MATERIALS PROVIDED

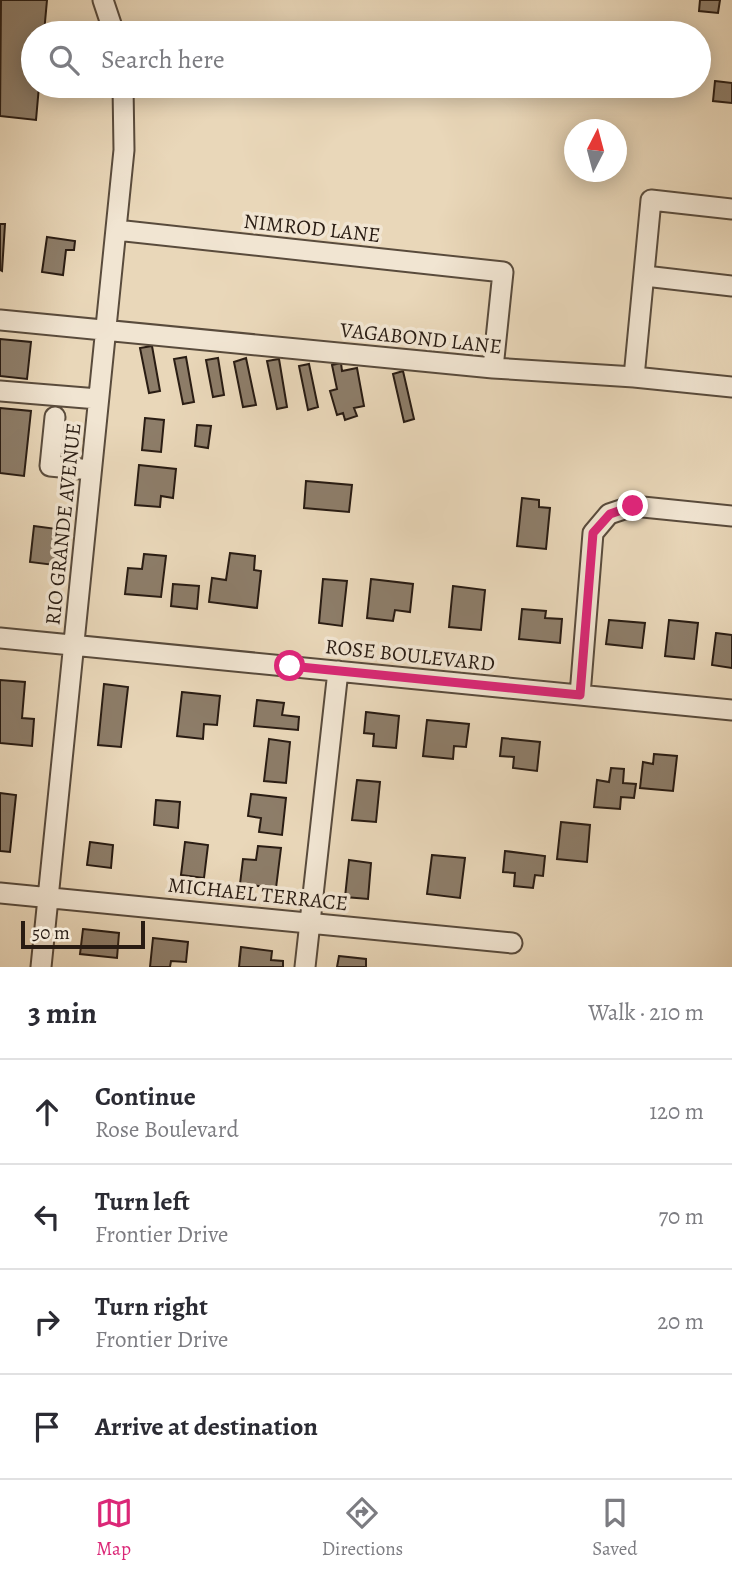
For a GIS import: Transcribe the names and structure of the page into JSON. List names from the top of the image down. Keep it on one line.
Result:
{"streets":{"street":["NIMROD LANE","VAGABOND LANE","RIO GRANDE AVENUE","ROSE BOULEVARD","MICHAEL TERRACE"]},"crossings":[["NIMROD LANE","VAGABOND LANE"],["NIMROD LANE","RIO GRANDE AVENUE"],["VAGABOND LANE","RIO GRANDE AVENUE"],["RIO GRANDE AVENUE","ROSE BOULEVARD"],["RIO GRANDE AVENUE","MICHAEL TERRACE"]],"scale_bar":"50 m","north":"top","page":{"search":"Search here","scale":"50 m","heading":["3 min","Walk · 210 m"],"list":[["Continue","Rose Boulevard","120 m"],["Turn left","Frontier Drive","70 m"],["Turn right","Frontier Drive","20 m"],"Arrive at destination"],"nav":["Map","Directions","Saved"]}}
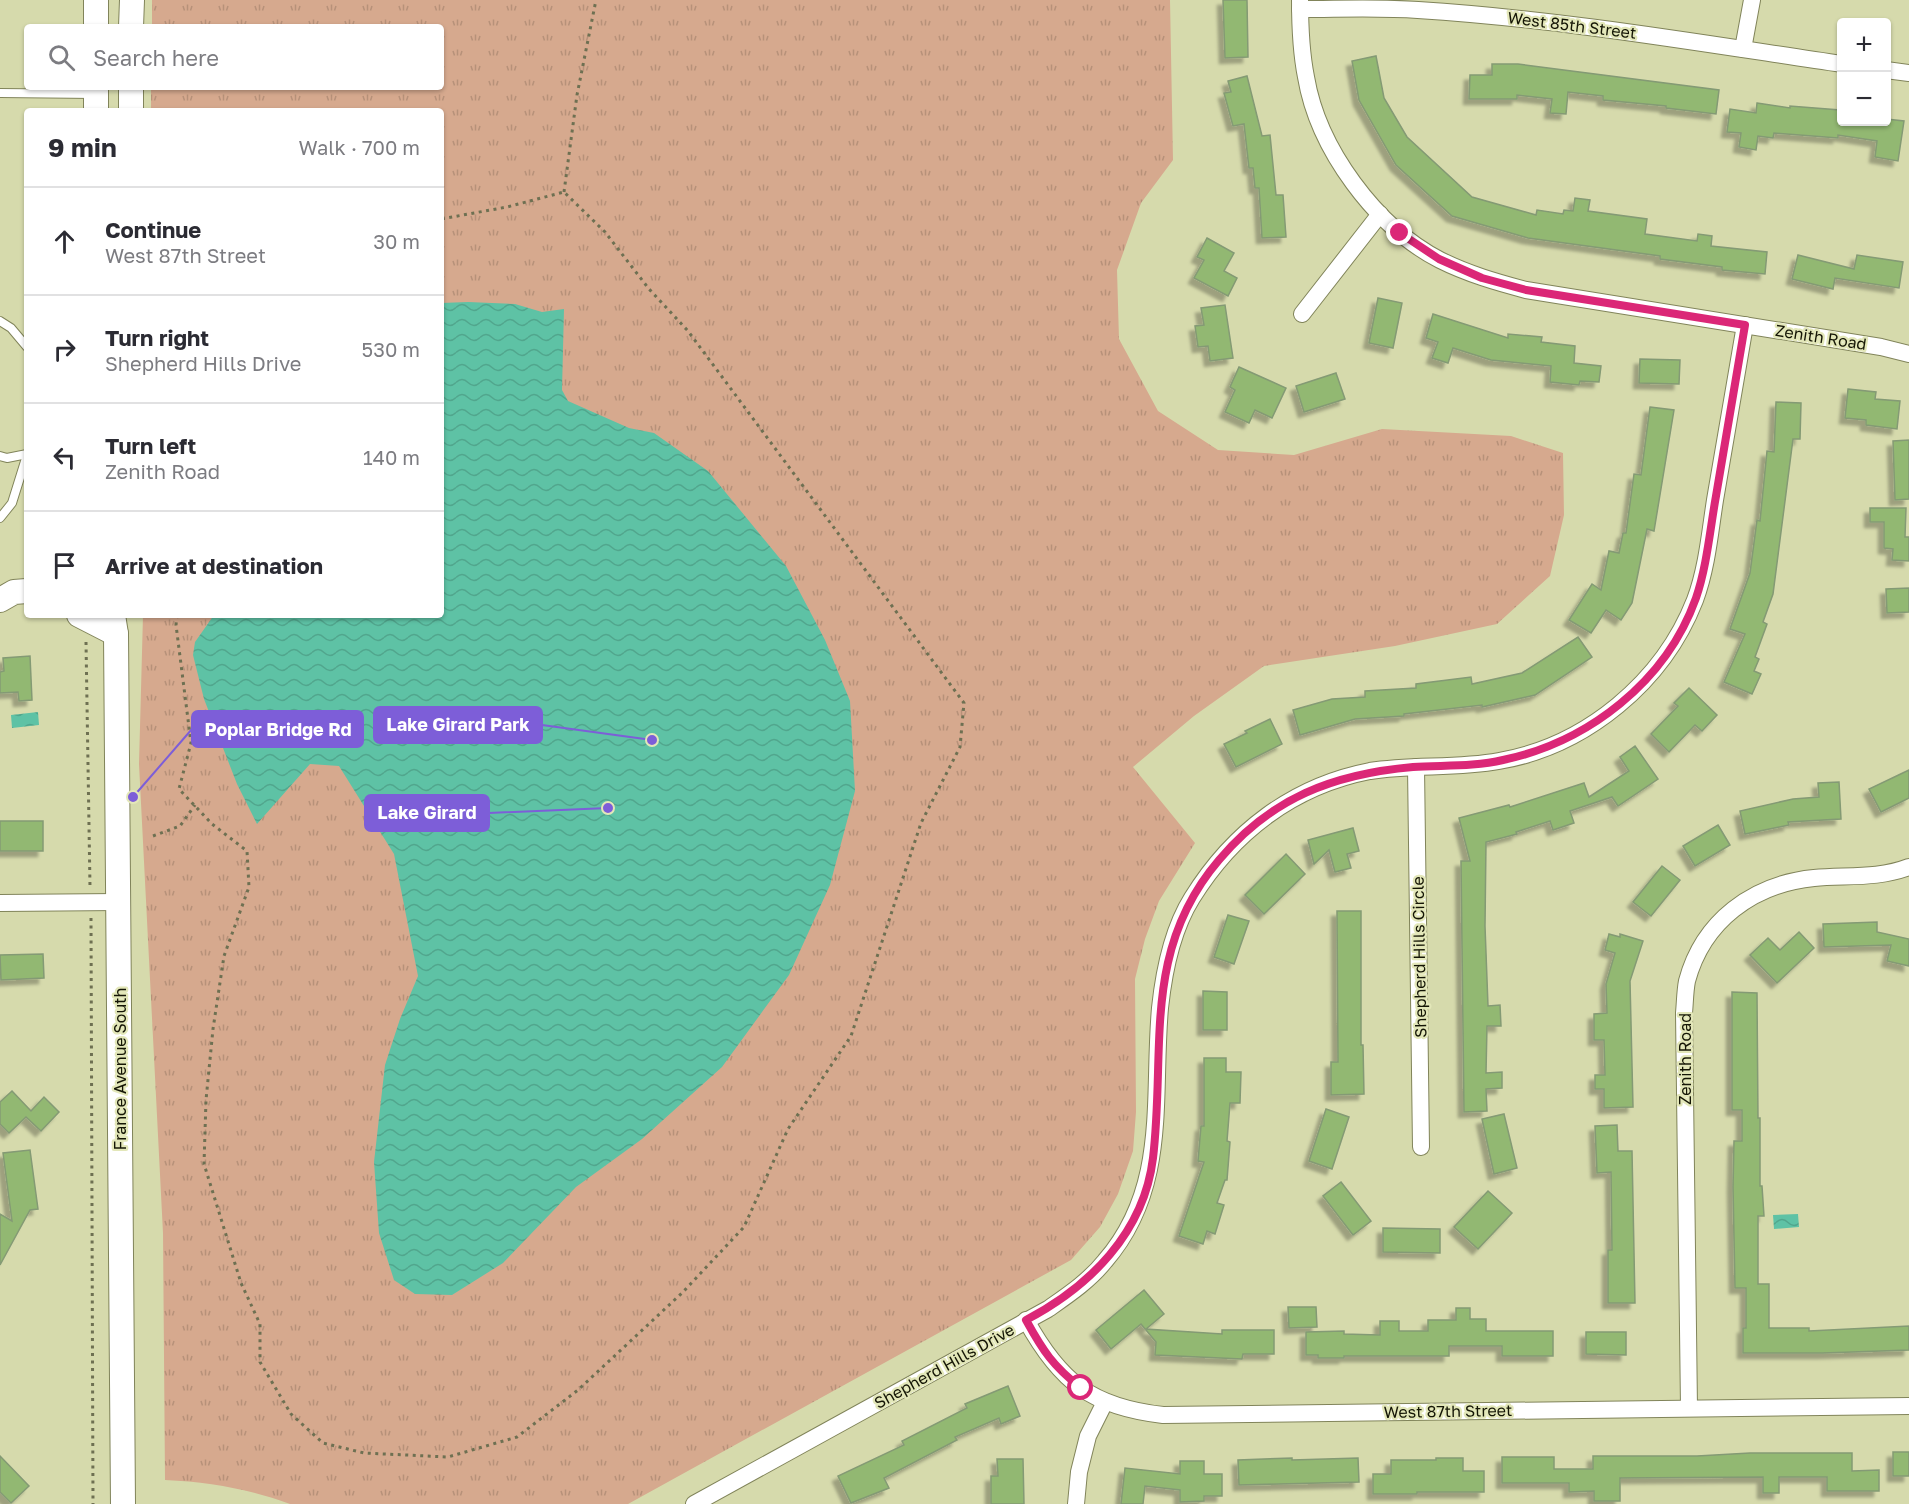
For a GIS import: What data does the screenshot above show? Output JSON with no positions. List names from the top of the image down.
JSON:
{
  "streets": {
    "main road": ["France Avenue South"],
    "street": [
      "West 85th Street",
      "Zenith Road",
      "Shepherd Hills Circle",
      "Shepherd Hills Drive",
      "West 87th Street"
    ]
  },
  "crossings": [
    ["West 85th Street", "Zenith Road"],
    ["Zenith Road", "Shepherd Hills Drive"],
    ["Zenith Road", "West 87th Street"],
    ["Shepherd Hills Circle", "Shepherd Hills Drive"],
    ["Shepherd Hills Drive", "West 87th Street"]
  ],
  "places": ["Lake Girard Park", "Poplar Bridge Rd", "Lake Girard"],
  "page": {
    "map_buttons": ["+", "−"],
    "search": "Search here",
    "heading": ["9 min", "Walk · 700 m"],
    "list": [
      ["Continue", "West 87th Street", "30 m"],
      ["Turn right", "Shepherd Hills Drive", "530 m"],
      ["Turn left", "Zenith Road", "140 m"],
      "Arrive at destination"
    ]
  }
}
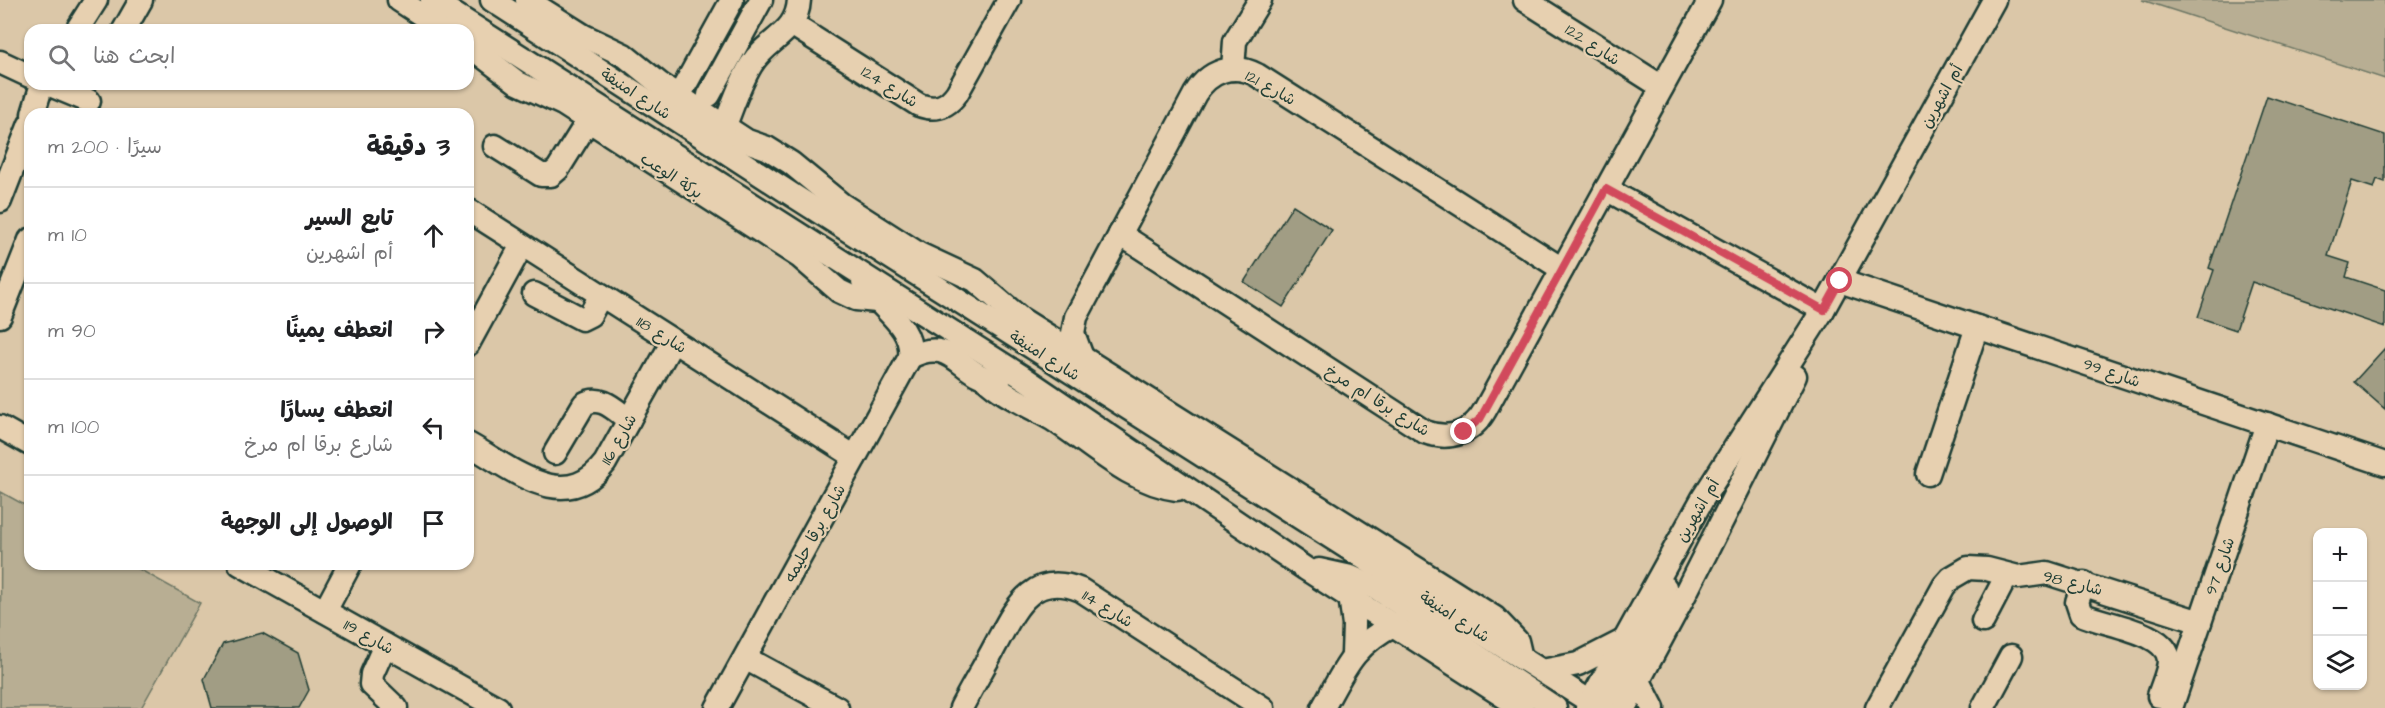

WHAT TO PRODUCE
In the entries above, find the line containing "For a GIS import: What"; transcribe exactly that line and every line after it through the end, and only those, omitting pictures.

WORKED SOLUTION
For a GIS import: What data does the screenshot above show? Output JSON with no positions. List names from the top of the image down.
JSON:
{
  "streets": {
    "main road": ["France Avenue South"],
    "street": [
      "West 85th Street",
      "Zenith Road",
      "Shepherd Hills Circle",
      "Shepherd Hills Drive",
      "West 87th Street"
    ]
  },
  "crossings": [
    ["West 85th Street", "Zenith Road"],
    ["Zenith Road", "Shepherd Hills Drive"],
    ["Zenith Road", "West 87th Street"],
    ["Shepherd Hills Circle", "Shepherd Hills Drive"],
    ["Shepherd Hills Drive", "West 87th Street"]
  ],
  "places": ["Lake Girard Park", "Poplar Bridge Rd", "Lake Girard"],
  "page": {
    "map_buttons": ["+", "−"],
    "search": "Search here",
    "heading": ["9 min", "Walk · 700 m"],
    "list": [
      ["Continue", "West 87th Street", "30 m"],
      ["Turn right", "Shepherd Hills Drive", "530 m"],
      ["Turn left", "Zenith Road", "140 m"],
      "Arrive at destination"
    ]
  }
}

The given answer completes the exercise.